Business as Usual by Jane Oliver

Business as Usual by Jane Oliver

Author:Jane Oliver
Language: eng
Format: epub
Publisher: Handheld Press
Published: 2020-01-30T00:00:00+00:00


Train

Sunday evening

October 25th

My Dearest Family,

I’m writing this on the way back from the Bellamys. Margaret sent you her love. She and George hope to see you on their way north in the spring. They’re going to motor through the Highlands and then tramp. As Margaret says, if she can’t go to Nice she’ll go to Cape Wrath instead. Better to be braced in Scotland than drenched on the English Riviera.

It was a very grand week-end. Perfectly glorious, I suppose, except for some of the usual moments. But if a two-figure income person goes to stay with four-figure friends, she may as well be philosophic and expect them.

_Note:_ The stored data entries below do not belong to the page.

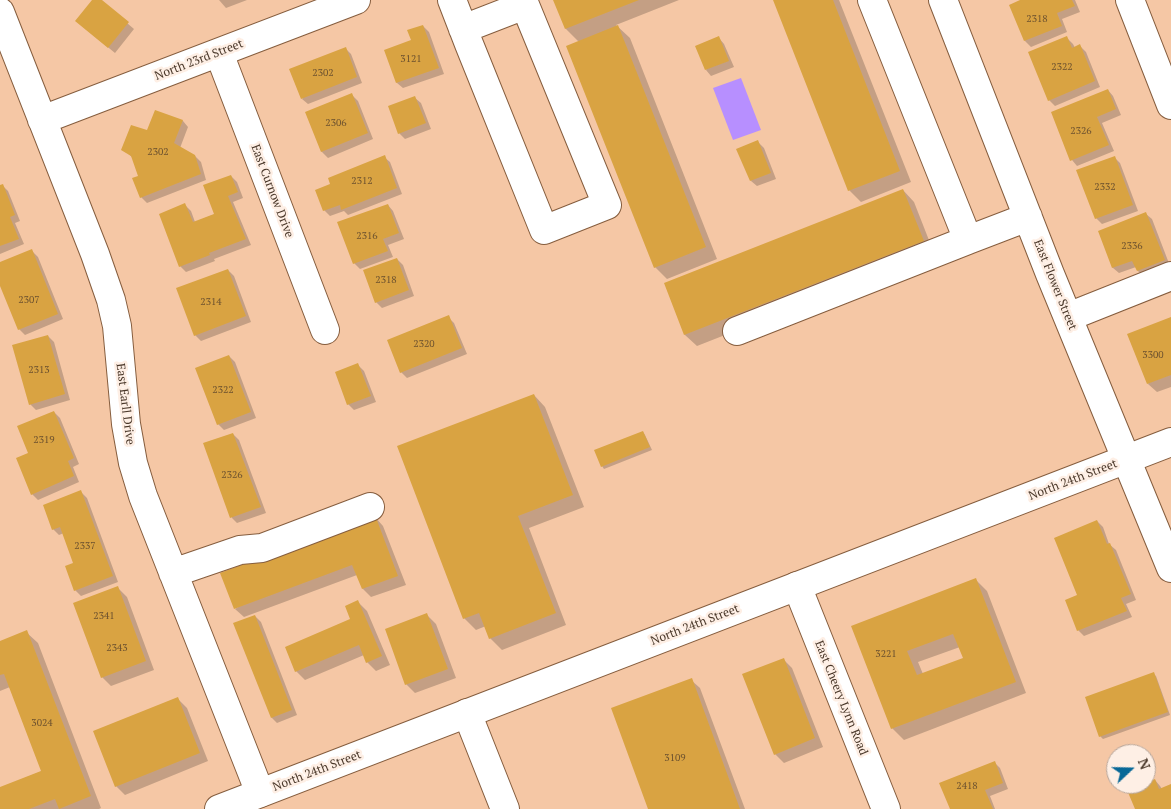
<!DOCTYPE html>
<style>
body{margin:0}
#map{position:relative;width:1171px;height:809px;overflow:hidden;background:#f5c7a5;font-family:"PT Serif",serif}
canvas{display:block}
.north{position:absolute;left:1106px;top:744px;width:50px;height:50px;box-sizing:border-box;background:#feefe5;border:1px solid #b6a59a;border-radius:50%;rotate:69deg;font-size:14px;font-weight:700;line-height:20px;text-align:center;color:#493729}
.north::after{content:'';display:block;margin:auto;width:18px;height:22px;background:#086897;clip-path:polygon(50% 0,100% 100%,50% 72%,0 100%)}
</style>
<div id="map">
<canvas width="1171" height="809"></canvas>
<div class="north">N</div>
</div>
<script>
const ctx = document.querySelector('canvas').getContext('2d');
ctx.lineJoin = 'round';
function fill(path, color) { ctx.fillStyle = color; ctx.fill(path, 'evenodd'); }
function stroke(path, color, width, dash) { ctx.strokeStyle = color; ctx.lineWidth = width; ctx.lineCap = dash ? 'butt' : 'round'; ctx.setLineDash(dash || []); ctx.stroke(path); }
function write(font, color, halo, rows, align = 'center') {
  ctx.font = font + ' "PT Serif",serif'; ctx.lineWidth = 5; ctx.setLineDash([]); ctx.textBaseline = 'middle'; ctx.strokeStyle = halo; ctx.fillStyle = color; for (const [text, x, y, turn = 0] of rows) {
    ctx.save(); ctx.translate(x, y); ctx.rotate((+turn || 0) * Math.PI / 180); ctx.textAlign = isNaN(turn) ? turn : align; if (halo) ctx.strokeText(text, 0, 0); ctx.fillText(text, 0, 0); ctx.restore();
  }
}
const water = new Path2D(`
 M741,78L761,130L733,140L713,88Z`);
const shadow = new Path2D(`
 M93,0H100L134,29L115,53L82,26Z
 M219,0H247L226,8Z
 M554,0H679L616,25L630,38L717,259L667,279L655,267L579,42L566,29Z
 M774,0H839L911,182L861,202L849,190Z
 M1023,0H1075L1080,12L1062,19L1067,32L1031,47L1025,41L1010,5Z
 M423,26L429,32L444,74L403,88L397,83L385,51L413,41Z
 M719,38L724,44L734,67L711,76L706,70Z
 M1067,38L1073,44L1075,48L1080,46L1086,52L1100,87L1055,106L1049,100Z
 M345,48L351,54L362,83L308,104L302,99Z
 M1108,90L1113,96L1121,115L1102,123L1114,151L1077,166L1072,160Z
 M352,95L358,101L373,139L328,158L322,152L306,113Z
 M415,98L421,103L431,129L405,139L399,133Z
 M155,112L183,121L188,127L180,148L195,156L201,162L206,180L147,203L141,197L139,177L133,158L123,149L148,132Z
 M758,142L764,148L776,179L757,186L751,181Z
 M384,157L390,162L402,194L348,215L344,211L330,216L324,210Z
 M1114,157L1120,163L1138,211L1102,224L1096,218Z
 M231,176L237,182L243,198L233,202L251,245L214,259L215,261L186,272L180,266L185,205L191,211L195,222L215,214Z
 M2,185L8,191L20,221L15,223L24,244L0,254V186Z
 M903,190L914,202L934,253L697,346L685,335L665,284Z
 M388,205L393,211L404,239L388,245L393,257L360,269L354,263Z
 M1146,214L1152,219L1170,266L1144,277L1138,271L1136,267L1119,273L1113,268L1099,232Z
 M32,251L38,257L63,319L25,335L19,329L0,283V264Z
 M397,259L403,265L414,296L382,308L376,302Z
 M228,270L234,276L251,322L201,341L195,335Z
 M448,317L454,323L467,354L407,378L401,372Z
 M1171,318V387L1157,392L1148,384Z
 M48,336L54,342L70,400L36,410L30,404Z
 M229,356L235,362L256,418L224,430L218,424Z
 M358,365L364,371L376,402L354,410L348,404Z
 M534,395L545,407L584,507L529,528L566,625L502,650L490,638L486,626L476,630L464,618Z
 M54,412L60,418L79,464L73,467L79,482L38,500L32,494L29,454Z
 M643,432L645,435L652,450L604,469L602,466Z
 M233,434L239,440L266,513L237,523L232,518L205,444Z
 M81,492L87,498L118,582L81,596L75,590V564L64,533L59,535L53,529Z
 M375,517L383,526L406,585L371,597L363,589L357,575L244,617L235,609Z
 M1097,521L1103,527L1109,544L1116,550L1136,600L1126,604L1132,617L1084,636L1078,630L1079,596Z
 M976,580L987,591L1026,693L904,740L892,728L853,626ZM960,647L964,659L923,674L918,662Z
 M118,588L127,597L154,670L111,686L102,677Z
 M358,602L367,611L390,665L376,671L367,662L364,655L305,680L296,671L352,620Z
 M427,615L436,624L456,678L415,693L406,684Z
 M255,616L261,622L297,715L277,723L272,718Z
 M26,632L38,643L101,808L99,809H0V788L42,771L10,687L0,691V642Z
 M783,659L792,668L823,747L784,763L775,754Z
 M1153,674L1156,676L1170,715L1103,739L1100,736Z
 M691,680L700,688L745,809H649Z
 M178,699L187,708L208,761L125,795L116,786Z
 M994,762L1000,768L1008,789L990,796L995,809H951Z
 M1155,780L1160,786L1162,789L1171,785V809H1136L1145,784Z`);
const building = new Path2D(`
 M92,0H102L129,22L108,48L75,21Z
 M553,0H639L565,29Z
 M773,0H833L900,171L848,191Z
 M1020,0H1072L1075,6L1057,13L1062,26L1024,41L1009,5Z
 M423,25L439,68L396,83L384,50L411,40L407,30Z
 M618,25L706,247L654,268L566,46Z
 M719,36L729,61L705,70L695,46Z
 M1067,36L1072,48L1080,44L1095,81L1048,101L1028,52Z
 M346,47L357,77L301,99L289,69Z
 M1108,89L1116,109L1097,117L1109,145L1070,161L1051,112Z
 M352,93L368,133L321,152L305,112Z
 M415,96L426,123L398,134L388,106Z
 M155,110L183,120L174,143L195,155L201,174L140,198L132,178L138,176L131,156L121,150L131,125L147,130Z
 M758,140L771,173L750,181L736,149Z
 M385,155L397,188L341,210L340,205L323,211L315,190L330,184L328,178Z
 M1115,156L1133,205L1095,219L1076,170Z
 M231,175L238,192L228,196L246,239L209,253L210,255L179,267L159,214L185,203L193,222L214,214L203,185Z
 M3,184L15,215L10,217L19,239L0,246V185Z
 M903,189L924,241L684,335L664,283Z
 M388,204L399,233L383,239L388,251L353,264L337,222Z
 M1146,212L1165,260L1137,271L1132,261L1112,268L1098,231Z
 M32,249L58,314L18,330L0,286V262Z
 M397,258L409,290L375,303L363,270Z
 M228,269L246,316L194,336L176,288Z
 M449,315L462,348L400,373L387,340Z
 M1171,317V375L1147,384L1127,334Z
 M48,335L65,394L29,405L12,345Z
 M229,355L251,412L217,425L195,368Z
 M358,363L371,396L347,405L335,372Z
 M534,394L573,495L518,516L556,613L489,639L479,613L463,619L397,446Z
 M54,411L74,458L68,461L74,476L31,495L16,458L28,453L17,426Z
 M643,431L650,447L601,467L594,450Z
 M233,433L261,507L230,518L203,443Z
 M81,490L113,576L74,591L65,566L73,563L60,527L52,530L43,505Z
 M375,515L398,576L362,589L352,565L234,609L220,573Z
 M1097,520L1107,544L1110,543L1131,594L1121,598L1127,611L1077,631L1065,600L1077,595L1054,538Z
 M976,578L1016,682L891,729L851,626ZM953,634L963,658L917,675L907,651Z
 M118,586L146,661L101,678L73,603Z
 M358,600L382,656L366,663L359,645L295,672L285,647L350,619L345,606Z
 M427,613L448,669L405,685L385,629Z
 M255,615L292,710L271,718L233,623Z
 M27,630L91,796L59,809L55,799L29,809H0V787L41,771L4,674L0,675V641Z
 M784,658L815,738L774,755L742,674Z
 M1154,672L1168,712L1099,737L1085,697Z
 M692,678L740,809H648L611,708Z
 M178,697L200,753L115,787L93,731Z
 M995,761L1003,783L985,790L993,809H950L939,783Z
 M1155,779L1159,789L1171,784V809H1135L1127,790L1142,784H1146V782Z`);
const minor = new Path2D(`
 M452,0L469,44L544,230L607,205L525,5L463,29
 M872,0L968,240L1028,217
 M943,0L1050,274L1171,568
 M1130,0L1171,105
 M0,12L95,254L111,300L117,326L126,424L133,463L143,496L260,793
 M219,53L325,330
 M42,120L356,0
 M1068,317L1171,276
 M737,331L968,240
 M173,573L240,550L262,548L370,507
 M797,586L886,809
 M467,713L505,809`);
const major = new Path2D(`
 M219,809L1171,442`);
const numberNames = [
 ["2318",1037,19],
 ["3121",411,59],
 ["2322",1062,67],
 ["2302",323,73],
 ["2306",336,123],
 ["2326",1081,131],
 ["2302",158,152],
 ["2312",362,181],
 ["2332",1105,187],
 ["2316",367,236],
 ["2336",1132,246],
 ["2318",386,280],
 ["2307",29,300],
 ["2314",211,302],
 ["2320",424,344],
 ["3300",1153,355],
 ["2313",39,370],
 ["2322",223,390],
 ["2319",44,440],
 ["2326",232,475],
 ["2337",85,546],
 ["2341",104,616],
 ["2343",117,648],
 ["3221",886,654],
 ["3024",42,723],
 ["3109",675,758],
 ["2418",967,786]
];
const streetNames = [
 ["North 23rd Street",199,60,-21],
 ["East Curnow Drive",272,191,69],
 ["East Flower Street",1055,285,68],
 ["East Earll Drive",125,404,83],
 ["North 24th Street",1073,480,-21],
 ["North 24th Street",695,625,-21],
 ["East Cheery Lynn Road",841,698,68],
 ["North 24th Street",317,771,-21]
];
fill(water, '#b78fff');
fill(shadow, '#0003');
fill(building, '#d9a342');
stroke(minor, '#855d3e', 30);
stroke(major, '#855d3e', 30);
stroke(minor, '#fff', 28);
stroke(major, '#fff', 28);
write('10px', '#6d522f', null, numberNames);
write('12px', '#493729', '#feefe5', streetNames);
</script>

I’d got the four figures rather on my mind, of course, in spite of theories, so I started preparations on Wednesday evening. I revived my better evening dress with half a bottle of benzine52, and then took the other half to the evening shoes that had suffered from my last partner’s feet. Only, I put them too near the gas fire afterwards, and while I was opening the door to let the petrol out, one shoe quietly went up in smoke. (Keep calm: there was no conflagration, and I didn’t burn a finger-tip. But I was left with one shoe and a smoking puddle of ash.) That rather settled the economies. I took it as an omen and went shopping in the lunch hour. (When Staff Discount is allowed.) I bought a pair of evening shoes and stockings and a pair of pyjamas fit for the Bellamy corridors with the tail-end of my birthday money eked out with some of my deposit account. But I thought my bedroom slippers would just have to do, as a penance, though a mouse had rather eaten the fur in places.

When I arrived at Bath, the shining Bellamy car was there to meet me, and the chauffeur beside the ticket collector, touching his cap enquiringly to anyone who looked qualified to be a guest in the Bellamy household. I had an uneasy feeling that he was going to let me pass unchallenged, so I gave him my suit-case and swept out without waiting to see if he were surprised. But from that moment the question of tips (which usually only spoils the last afternoon in the houses of one’s grander friends) worried me to distraction. Ought one in the circumstances, to tip the chauffeur by the piece as it were, instead of as a final gesture? I wished I’d asked you in my last letter as I’d meant to. I began to have wild ideas of stopping the car in the village and sending you a pre-paid wire. But then I remembered that the answer would probably come by telephone and be brought to me vocally by some menial in a very public place.

The Bellamys’ house is five miles out of the village, on top of a hill, with a long avenue of noisy beech trees leading up to it. The outside is just ordinary country house-like and not particularly period or imposing.